*** Opening SUPPLIED MATERIAL ***

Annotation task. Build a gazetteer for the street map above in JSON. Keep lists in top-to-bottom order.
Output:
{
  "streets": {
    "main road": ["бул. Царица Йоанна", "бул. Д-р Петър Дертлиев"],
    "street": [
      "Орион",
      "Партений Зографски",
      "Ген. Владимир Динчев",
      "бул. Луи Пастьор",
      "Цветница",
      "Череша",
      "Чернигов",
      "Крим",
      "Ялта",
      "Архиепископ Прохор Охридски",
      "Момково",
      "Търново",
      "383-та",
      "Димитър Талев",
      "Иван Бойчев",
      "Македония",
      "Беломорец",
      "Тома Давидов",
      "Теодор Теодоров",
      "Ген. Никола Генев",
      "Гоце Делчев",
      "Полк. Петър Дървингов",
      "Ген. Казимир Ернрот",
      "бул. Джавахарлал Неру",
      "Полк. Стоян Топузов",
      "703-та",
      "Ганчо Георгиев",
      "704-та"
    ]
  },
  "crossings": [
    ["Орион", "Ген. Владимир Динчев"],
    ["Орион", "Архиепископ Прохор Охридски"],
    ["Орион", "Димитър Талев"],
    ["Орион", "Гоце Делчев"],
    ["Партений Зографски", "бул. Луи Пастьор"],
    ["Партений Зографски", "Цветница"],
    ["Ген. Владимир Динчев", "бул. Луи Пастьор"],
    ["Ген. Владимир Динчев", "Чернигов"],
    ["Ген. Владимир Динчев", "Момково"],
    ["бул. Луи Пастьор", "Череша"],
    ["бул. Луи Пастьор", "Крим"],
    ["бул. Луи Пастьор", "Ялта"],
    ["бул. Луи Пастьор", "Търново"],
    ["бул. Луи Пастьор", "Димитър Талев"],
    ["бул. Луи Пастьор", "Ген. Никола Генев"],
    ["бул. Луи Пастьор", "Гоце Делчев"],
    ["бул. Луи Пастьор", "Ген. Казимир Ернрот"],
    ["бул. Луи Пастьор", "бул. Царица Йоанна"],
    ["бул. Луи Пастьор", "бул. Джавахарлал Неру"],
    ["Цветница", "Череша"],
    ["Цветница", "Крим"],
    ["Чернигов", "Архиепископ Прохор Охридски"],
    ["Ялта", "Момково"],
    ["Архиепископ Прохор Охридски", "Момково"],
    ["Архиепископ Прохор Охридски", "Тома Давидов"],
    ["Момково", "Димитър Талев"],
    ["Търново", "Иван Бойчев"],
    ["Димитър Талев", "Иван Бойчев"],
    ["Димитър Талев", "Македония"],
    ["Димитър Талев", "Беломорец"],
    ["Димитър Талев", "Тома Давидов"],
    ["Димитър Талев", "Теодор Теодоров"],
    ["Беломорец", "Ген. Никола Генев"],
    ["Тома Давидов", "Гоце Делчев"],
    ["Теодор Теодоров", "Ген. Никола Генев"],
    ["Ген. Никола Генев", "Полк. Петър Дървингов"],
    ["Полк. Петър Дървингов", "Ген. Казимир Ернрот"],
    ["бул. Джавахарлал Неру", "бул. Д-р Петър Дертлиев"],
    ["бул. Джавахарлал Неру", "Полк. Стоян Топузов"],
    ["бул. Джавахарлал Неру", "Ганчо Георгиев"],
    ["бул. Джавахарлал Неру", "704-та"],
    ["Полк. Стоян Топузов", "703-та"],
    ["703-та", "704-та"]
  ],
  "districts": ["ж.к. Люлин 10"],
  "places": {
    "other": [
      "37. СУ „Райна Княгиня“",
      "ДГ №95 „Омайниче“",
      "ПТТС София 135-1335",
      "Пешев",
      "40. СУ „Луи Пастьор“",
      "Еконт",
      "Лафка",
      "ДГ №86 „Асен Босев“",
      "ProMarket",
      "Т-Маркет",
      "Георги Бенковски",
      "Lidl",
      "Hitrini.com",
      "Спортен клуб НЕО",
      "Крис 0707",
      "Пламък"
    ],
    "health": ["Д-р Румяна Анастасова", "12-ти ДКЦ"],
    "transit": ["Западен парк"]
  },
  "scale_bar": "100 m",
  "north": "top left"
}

*** Closing SUPPLIED MATERIAL ***

• ACTIVITY:
Lines in the records above that carry the word "Генев" are to be located and copied.

• SOLUTION FOR THIS TASK:
      "Ген. Никола Генев",
    ["бул. Луи Пастьор", "Ген. Никола Генев"],
    ["Беломорец", "Ген. Никола Генев"],
    ["Теодор Теодоров", "Ген. Никола Генев"],
    ["Ген. Никола Генев", "Полк. Петър Дървингов"],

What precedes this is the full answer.